Tokenize text into words using tokenizer

Since R2023b

    Description

    words = wordTokenize(tokenizer,str) tokenizes the text in str into words using the specified tokenizer.

    example

    Examples

    collapse all

    Load a pretrained BERT-Base neural network and corresponding tokenizer using the bert function.

    [net,tokenizer] = bert;

    View the tokenizer.

    tokenizer
    tokenizer = 
      bertTokenizer with properties:
    
            IgnoreCase: 1
          StripAccents: 1
          PaddingToken: "[PAD]"
           PaddingCode: 1
            StartToken: "[CLS]"
             StartCode: 102
          UnknownToken: "[UNK]"
           UnknownCode: 101
        SeparatorToken: "[SEP]"
         SeparatorCode: 103
           ContextSize: 512
    
    

    Tokenize the text "Bidirectional Encoder Representations from Transformers" into words using the wordTokenize function.

    str = "Bidirectional Encoder Representations from Transformers";
    words = wordTokenize(tokenizer,str)
    words = 1×1 cell array
        {["Bidirectional"    "Encoder"    "Representations"    "from"    "Transformers"]}
    
    

    Input Arguments

    collapse all

    Tokenizer, specified as a bertTokenizer or bpeTokenizer object.

    Input text, specified as a string array, character vector, or cell array of character vectors.

    Example: ["An example of a short sentence."; "A second short sentence."]

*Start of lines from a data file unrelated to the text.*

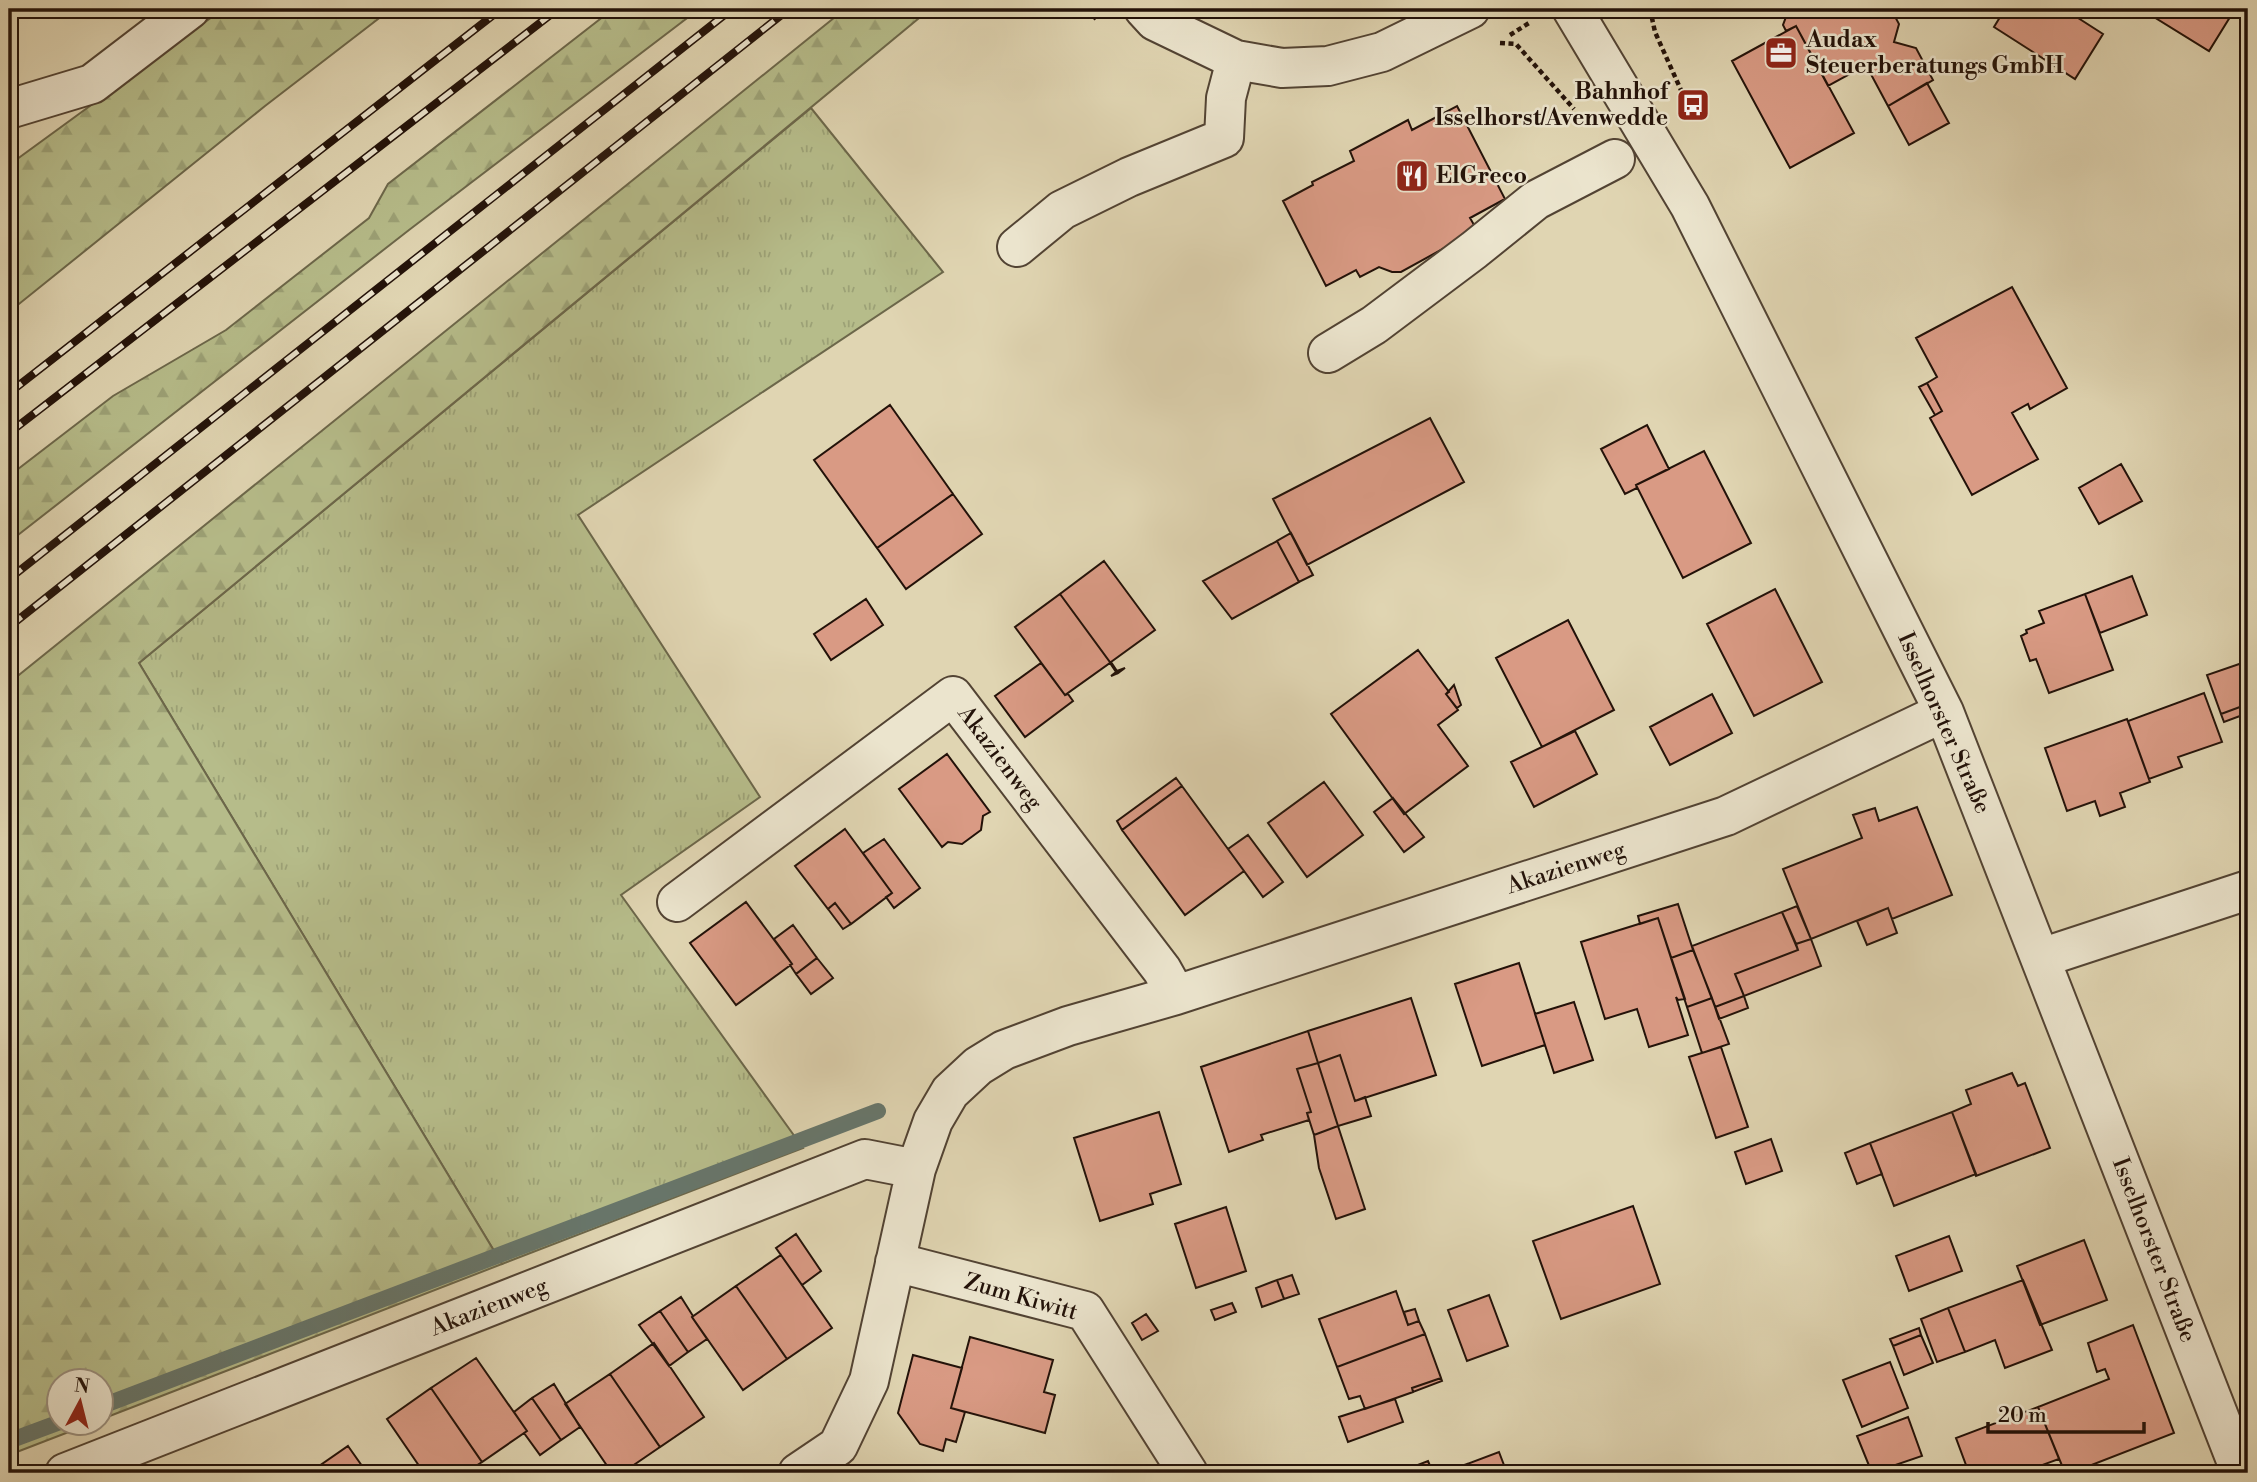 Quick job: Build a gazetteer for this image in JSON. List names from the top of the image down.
{
  "streets": {
    "street": ["Isselhorster Straße", "Akazienweg", "Zum Kiwitt"]
  },
  "crossings": [
    ["Isselhorster Straße", "Akazienweg"],
    ["Akazienweg", "Zum Kiwitt"]
  ],
  "places": {
    "office": ["Audax Steuerberatungs GmbH"],
    "bus stop": ["Bahnhof Isselhorst/Avenwedde"],
    "restaurant": ["ElGreco"]
  },
  "scale_bar": "20 m",
  "north": "top"
}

    Data Types: string | char | cell

    Output Arguments

    collapse all

    Tokenized words, returned as a cell array of string arrays.

    Data Types: cell

    Algorithms

    collapse all

    References

    [1] Devlin, Jacob, Ming-Wei Chang, Kenton Lee, and Kristina Toutanova. "BERT: Pre-Training of Deep Bidirectional Transformers for Language Understanding" Preprint, submitted May 24, 2019. https://doi.org/10.48550/arXiv.1810.04805.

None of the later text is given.